Many measuring apparatuses, in which a pulsed light is irradiated onto a biological object, a photoacoustic wave generated from inside the biological object is received by a probe, and the forms and functions inside the biological tissue are displayed as images, have been proposed in medical fields. This technology is called “photoacoustic tomography (PAT)”. In such an apparatus, the intensity of the light irradiated into the biological tissue attenuates while propagating inside the biological tissue due to absorption and scattering, hence only very little light reaches the depth of the tissue. As a result, photoacoustic waves are generated inside the biological tissue, and electric signals (photoacoustic signals) converted by the probe become weak. To prevent this, a Q switch is installed in the light source to perform rapid oscillation, so that the quantity of pulsed light is increased, and a higher quantity of light reaches the depth.
An apparatus, in which a plurality of light sources are installed so as to increase the quantity of light that reaches the depth of a subject by simultaneously irradiating pulsed light onto the subject from both sides thereof, has also been proposed in Japanese Patent Application Laid-Open No. 2010-017426.
An example of the conventional measuring apparatus will be described with reference to FIG. 12A. FIG. 12A shows a configuration of the conventional measuring apparatus. The reference numeral 81 is a biological tissue, that is a subject, 82a and 82b are pulsed lights, and 87 is a light absorbing area existing inside the subject.
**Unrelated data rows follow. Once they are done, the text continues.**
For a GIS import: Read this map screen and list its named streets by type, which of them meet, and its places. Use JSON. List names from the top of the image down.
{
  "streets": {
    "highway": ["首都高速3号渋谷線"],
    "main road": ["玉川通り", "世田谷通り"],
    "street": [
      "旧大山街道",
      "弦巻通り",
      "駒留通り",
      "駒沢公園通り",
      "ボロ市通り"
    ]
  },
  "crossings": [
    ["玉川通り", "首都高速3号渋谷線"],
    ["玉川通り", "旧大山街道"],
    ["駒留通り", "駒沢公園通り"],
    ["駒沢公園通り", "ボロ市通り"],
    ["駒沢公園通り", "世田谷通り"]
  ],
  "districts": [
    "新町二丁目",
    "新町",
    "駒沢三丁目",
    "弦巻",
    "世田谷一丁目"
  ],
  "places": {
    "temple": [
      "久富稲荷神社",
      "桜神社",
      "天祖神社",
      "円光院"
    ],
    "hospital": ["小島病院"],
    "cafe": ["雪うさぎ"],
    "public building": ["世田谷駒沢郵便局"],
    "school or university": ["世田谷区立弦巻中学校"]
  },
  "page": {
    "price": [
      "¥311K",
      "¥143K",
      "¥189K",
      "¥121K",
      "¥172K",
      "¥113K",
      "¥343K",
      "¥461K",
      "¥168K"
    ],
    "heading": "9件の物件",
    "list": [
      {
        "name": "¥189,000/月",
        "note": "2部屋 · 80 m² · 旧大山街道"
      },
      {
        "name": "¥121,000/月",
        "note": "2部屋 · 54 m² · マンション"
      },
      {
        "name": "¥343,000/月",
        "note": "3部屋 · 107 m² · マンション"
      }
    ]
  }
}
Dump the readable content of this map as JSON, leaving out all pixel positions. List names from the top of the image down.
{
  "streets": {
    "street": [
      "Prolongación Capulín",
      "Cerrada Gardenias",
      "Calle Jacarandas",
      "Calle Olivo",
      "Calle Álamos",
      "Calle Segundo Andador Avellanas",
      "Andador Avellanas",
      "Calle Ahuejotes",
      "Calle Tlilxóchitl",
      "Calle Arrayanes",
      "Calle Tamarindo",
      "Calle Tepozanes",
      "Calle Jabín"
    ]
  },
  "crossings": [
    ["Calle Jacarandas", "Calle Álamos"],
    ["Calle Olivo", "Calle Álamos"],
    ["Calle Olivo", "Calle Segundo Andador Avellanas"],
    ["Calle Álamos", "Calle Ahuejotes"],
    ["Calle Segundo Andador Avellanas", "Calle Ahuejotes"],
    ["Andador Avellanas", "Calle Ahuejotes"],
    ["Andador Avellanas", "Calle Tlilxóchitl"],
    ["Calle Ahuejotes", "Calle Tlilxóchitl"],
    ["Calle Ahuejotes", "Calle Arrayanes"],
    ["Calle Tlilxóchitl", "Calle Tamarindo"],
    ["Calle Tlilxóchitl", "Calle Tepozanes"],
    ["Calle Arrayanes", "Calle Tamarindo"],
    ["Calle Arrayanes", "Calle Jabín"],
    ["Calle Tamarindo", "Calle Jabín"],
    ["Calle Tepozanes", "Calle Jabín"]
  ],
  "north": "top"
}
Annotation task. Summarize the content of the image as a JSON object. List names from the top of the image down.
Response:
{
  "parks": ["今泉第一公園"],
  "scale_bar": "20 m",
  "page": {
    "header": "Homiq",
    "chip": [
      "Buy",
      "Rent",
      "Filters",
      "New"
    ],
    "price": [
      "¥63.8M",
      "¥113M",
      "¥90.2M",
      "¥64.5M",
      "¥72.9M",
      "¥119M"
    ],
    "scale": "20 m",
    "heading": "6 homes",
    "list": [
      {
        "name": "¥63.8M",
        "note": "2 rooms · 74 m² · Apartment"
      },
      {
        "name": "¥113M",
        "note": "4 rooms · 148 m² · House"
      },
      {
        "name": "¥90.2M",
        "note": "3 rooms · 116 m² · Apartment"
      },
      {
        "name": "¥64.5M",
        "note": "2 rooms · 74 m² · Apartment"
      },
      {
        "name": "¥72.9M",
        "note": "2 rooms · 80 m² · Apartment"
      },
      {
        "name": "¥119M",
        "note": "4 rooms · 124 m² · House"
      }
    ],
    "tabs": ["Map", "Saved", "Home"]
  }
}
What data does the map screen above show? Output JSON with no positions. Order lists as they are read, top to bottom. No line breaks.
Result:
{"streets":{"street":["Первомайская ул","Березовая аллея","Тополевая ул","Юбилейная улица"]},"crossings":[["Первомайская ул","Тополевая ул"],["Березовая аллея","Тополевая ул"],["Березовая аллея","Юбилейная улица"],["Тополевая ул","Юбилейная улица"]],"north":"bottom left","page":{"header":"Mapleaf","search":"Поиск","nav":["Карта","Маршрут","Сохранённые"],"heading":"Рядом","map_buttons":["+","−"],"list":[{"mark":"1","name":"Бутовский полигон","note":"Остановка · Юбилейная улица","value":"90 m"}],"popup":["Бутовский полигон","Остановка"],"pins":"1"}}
The light absorbing area refers to an area which absorbs energy of the pulsed light, and generates a photoacoustic wave efficiently, and an example is a blood vessel. 88 is a photoacoustic wave generated from the light absorbing area 87, 85 is a probe for converting the photoacoustic wave 88 into an electric signal, and 86a and 86b are plate members for securing the subject 81. A direction from the probe 85 to the subject 81 is a Z direction, a vertical direction from top to bottom is a Y direction, and an X direction is a horizontal direction which is orthogonal to the Z direction and the Y direction. If the pulsed lights 82a and 82b are irradiated onto the subject 81, the photoacoustic wave 88 is generated from the light absorbing area 87. This wave is converted into an electric signal (photoacoustic signal) by the probe 85, and is then converted into a diagnostic image by an electric circuit, which is not illustrated, and is output. The timings of irradiating the pulsed lights 82a and 82b and the timings of receiving the photoacoustic signals are controlled by a controller, which is not illustrated.
A laser processing apparatus which can control the emission timings of a plurality of pulsed lights has also been proposed in Japanese Patent Application Laid-Open No. 2000-343256. Japanese Patent Application Laid-Open No. 2000-343256 discloses a method for adjusting the emission timings of two pulsed lights by changing a start timing of a pulse laser oscillation.